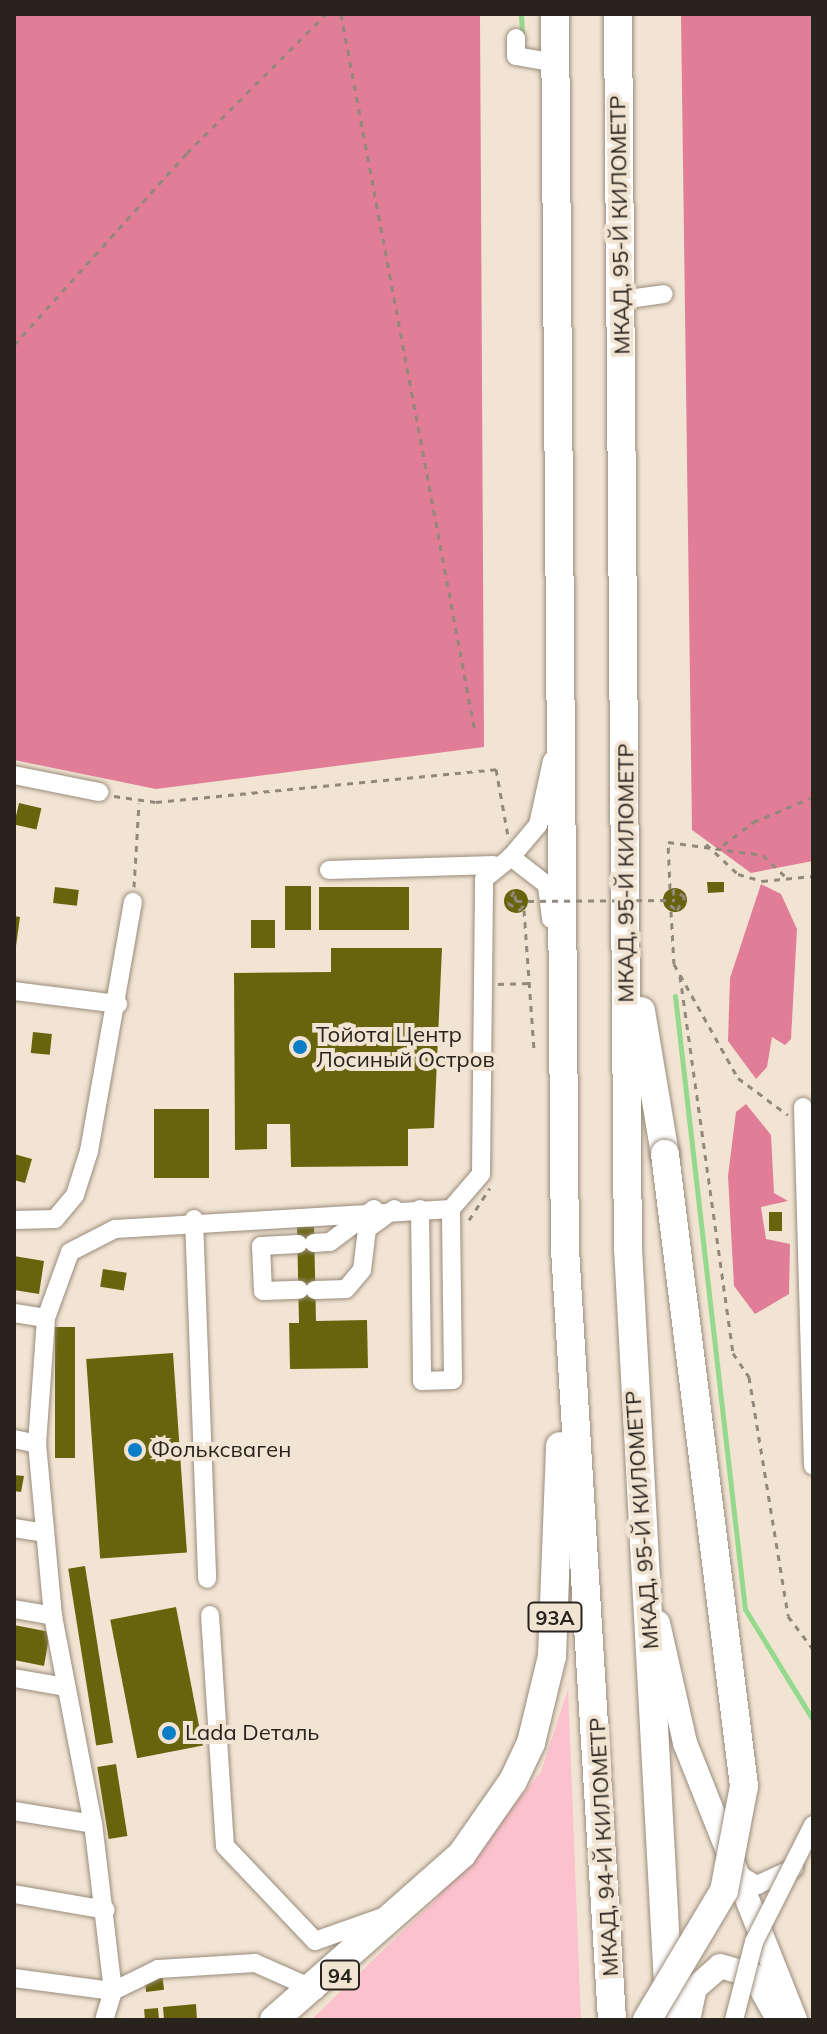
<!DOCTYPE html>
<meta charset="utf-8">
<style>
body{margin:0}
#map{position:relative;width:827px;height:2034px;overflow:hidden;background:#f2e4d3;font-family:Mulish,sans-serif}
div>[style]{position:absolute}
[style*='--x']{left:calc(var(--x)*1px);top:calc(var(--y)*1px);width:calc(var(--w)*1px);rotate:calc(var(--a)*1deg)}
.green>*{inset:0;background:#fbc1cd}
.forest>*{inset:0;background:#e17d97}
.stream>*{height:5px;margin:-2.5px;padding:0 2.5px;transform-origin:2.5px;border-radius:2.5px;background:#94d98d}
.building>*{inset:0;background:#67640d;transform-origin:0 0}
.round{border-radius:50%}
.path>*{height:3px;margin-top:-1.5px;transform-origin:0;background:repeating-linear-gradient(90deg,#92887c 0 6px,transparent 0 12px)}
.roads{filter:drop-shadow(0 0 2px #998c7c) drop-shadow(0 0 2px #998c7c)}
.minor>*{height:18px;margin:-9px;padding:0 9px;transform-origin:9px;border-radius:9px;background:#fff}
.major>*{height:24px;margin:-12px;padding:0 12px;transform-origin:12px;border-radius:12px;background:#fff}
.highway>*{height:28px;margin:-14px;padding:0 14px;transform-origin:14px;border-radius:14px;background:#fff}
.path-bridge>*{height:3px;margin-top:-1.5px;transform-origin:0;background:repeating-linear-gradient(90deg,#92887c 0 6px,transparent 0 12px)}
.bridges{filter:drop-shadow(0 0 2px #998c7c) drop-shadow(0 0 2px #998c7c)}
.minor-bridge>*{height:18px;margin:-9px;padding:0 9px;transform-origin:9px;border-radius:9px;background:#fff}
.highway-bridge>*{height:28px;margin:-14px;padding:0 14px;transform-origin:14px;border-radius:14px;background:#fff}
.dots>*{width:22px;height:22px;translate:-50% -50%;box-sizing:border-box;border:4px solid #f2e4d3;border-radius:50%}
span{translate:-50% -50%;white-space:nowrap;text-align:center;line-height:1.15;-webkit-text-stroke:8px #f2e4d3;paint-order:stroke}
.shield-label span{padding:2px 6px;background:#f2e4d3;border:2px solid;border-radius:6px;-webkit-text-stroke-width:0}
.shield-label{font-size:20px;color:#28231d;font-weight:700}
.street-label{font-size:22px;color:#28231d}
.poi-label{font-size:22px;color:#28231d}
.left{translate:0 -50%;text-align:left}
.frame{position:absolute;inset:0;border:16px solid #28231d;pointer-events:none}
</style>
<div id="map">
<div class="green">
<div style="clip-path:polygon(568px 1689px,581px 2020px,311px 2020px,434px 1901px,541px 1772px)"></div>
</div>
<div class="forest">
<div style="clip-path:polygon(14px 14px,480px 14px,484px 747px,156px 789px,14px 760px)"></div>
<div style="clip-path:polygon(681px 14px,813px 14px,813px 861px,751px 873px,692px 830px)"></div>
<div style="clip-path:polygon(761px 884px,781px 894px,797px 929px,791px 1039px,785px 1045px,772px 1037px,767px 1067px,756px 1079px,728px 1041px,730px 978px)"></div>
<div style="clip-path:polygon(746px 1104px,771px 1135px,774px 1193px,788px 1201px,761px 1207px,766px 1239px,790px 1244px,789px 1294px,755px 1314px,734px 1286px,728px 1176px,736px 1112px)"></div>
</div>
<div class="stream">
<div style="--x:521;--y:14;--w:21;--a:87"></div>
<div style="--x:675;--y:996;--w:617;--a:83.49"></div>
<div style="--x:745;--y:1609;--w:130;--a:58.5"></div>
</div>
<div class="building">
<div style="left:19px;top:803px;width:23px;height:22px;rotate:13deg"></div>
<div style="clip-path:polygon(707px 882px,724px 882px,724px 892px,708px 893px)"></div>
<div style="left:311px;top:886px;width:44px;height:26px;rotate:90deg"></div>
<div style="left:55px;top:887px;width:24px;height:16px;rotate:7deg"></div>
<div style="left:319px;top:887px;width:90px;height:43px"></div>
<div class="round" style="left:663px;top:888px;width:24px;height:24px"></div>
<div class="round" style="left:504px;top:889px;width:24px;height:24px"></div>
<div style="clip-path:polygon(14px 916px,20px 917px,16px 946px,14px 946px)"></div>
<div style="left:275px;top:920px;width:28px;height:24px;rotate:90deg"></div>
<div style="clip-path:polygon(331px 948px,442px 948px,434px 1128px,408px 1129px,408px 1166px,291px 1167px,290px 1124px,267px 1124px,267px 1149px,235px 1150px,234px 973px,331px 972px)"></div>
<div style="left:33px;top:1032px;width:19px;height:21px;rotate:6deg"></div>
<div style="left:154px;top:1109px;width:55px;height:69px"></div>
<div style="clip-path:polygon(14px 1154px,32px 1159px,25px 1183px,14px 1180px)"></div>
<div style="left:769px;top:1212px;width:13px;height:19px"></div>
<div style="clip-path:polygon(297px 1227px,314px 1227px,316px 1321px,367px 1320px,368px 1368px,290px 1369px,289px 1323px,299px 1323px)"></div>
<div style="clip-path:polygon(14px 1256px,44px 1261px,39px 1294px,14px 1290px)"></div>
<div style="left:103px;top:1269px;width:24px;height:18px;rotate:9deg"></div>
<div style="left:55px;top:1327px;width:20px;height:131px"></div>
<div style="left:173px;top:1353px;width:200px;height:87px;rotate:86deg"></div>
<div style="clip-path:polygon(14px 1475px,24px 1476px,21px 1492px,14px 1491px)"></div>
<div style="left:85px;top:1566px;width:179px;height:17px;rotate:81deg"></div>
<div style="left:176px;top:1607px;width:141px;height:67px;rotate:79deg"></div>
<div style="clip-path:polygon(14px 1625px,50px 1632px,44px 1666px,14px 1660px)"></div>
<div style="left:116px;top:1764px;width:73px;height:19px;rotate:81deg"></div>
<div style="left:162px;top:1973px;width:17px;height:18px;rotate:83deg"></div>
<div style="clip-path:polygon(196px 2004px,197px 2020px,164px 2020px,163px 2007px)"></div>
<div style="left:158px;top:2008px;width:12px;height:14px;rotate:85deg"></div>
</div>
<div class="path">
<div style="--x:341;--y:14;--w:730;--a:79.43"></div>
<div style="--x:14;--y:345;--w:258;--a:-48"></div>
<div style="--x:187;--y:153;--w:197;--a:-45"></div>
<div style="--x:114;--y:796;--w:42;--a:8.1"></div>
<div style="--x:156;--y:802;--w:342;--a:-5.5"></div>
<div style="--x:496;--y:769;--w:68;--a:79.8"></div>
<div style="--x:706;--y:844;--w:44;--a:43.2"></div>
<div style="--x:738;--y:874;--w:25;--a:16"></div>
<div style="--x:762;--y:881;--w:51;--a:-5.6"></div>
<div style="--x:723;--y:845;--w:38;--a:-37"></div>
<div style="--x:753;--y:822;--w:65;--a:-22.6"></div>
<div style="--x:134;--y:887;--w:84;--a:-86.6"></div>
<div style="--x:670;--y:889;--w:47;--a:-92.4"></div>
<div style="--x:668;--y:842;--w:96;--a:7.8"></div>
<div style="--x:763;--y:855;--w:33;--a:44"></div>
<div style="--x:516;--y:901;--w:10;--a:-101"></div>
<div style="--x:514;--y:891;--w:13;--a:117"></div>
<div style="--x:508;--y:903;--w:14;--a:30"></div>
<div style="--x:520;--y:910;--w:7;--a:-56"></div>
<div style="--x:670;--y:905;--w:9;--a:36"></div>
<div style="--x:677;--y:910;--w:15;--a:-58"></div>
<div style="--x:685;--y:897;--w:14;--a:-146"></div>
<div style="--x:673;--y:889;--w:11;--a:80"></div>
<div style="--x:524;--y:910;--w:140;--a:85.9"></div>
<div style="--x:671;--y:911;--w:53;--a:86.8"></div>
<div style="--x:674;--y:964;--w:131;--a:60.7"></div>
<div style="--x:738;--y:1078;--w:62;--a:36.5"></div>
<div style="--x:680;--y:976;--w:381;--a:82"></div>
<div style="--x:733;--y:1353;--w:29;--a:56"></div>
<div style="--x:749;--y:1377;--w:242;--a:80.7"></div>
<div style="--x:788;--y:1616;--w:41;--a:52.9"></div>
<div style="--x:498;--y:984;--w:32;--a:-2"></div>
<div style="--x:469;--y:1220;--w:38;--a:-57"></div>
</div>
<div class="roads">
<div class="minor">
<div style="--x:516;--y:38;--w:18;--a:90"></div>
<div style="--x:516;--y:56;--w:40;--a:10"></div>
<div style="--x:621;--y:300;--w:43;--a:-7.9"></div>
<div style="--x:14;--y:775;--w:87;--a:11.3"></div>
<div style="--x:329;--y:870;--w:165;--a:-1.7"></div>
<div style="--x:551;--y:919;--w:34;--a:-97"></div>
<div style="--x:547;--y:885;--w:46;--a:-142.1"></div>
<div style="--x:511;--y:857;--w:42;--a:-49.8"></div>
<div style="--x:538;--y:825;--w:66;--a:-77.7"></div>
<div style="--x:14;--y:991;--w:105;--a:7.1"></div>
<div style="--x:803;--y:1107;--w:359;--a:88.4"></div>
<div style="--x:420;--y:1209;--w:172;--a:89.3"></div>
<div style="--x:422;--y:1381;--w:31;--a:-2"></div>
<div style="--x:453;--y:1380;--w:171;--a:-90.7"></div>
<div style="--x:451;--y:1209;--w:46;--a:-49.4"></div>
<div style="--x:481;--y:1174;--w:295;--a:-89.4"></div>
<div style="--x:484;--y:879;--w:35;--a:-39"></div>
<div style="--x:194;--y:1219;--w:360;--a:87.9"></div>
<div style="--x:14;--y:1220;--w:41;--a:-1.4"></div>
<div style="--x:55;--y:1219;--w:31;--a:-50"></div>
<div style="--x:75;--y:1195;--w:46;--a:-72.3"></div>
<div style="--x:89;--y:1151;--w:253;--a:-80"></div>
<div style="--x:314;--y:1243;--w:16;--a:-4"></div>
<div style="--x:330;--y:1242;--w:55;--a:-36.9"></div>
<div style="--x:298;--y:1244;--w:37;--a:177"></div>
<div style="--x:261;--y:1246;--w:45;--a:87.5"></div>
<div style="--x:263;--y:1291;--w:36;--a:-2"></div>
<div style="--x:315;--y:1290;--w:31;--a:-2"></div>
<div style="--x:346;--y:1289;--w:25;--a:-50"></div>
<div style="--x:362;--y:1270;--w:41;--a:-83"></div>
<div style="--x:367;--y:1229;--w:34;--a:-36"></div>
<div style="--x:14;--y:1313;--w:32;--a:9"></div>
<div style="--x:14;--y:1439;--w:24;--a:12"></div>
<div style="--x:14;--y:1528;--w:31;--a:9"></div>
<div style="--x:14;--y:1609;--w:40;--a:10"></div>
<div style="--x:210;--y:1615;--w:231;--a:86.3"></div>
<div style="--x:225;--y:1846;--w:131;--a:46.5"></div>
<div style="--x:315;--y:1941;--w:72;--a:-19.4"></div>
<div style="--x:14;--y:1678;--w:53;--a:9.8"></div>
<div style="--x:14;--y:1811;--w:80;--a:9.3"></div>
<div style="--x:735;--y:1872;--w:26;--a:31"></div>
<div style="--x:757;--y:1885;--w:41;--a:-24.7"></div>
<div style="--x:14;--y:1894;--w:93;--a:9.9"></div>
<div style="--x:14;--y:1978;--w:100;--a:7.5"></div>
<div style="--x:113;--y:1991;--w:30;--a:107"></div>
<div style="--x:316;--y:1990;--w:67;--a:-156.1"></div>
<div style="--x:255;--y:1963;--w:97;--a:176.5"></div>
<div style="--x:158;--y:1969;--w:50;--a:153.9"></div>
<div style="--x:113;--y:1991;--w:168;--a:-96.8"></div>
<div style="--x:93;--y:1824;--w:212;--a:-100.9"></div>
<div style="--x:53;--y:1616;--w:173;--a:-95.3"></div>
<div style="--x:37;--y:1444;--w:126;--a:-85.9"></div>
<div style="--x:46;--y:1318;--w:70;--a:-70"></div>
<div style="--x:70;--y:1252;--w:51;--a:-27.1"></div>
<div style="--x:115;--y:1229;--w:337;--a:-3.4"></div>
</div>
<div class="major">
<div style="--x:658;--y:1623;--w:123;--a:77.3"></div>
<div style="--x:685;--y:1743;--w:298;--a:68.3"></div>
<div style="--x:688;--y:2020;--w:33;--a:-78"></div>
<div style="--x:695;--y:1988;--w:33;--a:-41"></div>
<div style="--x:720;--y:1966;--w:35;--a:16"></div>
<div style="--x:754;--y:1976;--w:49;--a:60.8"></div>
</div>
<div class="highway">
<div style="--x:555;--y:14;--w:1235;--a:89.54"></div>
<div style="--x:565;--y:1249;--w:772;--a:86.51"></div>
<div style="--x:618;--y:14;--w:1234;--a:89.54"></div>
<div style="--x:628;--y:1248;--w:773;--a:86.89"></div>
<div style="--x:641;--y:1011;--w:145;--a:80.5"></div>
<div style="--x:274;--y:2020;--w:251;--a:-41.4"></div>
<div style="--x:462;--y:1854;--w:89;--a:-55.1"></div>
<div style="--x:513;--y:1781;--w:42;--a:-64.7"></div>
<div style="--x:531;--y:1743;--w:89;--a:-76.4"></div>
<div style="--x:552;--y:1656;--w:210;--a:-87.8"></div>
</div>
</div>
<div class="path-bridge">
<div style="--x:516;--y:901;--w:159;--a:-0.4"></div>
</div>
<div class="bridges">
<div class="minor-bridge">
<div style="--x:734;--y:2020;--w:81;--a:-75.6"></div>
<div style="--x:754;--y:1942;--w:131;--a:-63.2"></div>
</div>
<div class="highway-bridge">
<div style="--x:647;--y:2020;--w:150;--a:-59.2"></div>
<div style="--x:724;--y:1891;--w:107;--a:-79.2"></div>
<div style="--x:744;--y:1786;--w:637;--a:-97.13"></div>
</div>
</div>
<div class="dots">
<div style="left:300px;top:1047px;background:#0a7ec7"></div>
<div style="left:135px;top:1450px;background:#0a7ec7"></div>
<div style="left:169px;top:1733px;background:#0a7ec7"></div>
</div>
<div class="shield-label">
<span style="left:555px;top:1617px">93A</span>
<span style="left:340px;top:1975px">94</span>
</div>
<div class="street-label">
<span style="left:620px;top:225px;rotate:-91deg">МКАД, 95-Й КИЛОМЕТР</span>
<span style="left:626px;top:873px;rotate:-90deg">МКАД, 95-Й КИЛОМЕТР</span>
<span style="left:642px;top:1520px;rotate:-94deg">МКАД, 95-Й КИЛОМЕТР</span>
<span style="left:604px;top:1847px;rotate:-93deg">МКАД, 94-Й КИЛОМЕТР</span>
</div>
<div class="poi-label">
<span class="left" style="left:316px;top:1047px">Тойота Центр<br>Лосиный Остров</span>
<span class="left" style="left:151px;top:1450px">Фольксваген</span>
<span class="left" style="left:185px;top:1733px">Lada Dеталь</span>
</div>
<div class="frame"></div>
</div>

********

Your answer should consist of all lines above that include the string "stream".

.stream>*{height:5px;margin:-2.5px;padding:0 2.5px;transform-origin:2.5px;border-radius:2.5px;background:#94d98d}
<div class="stream">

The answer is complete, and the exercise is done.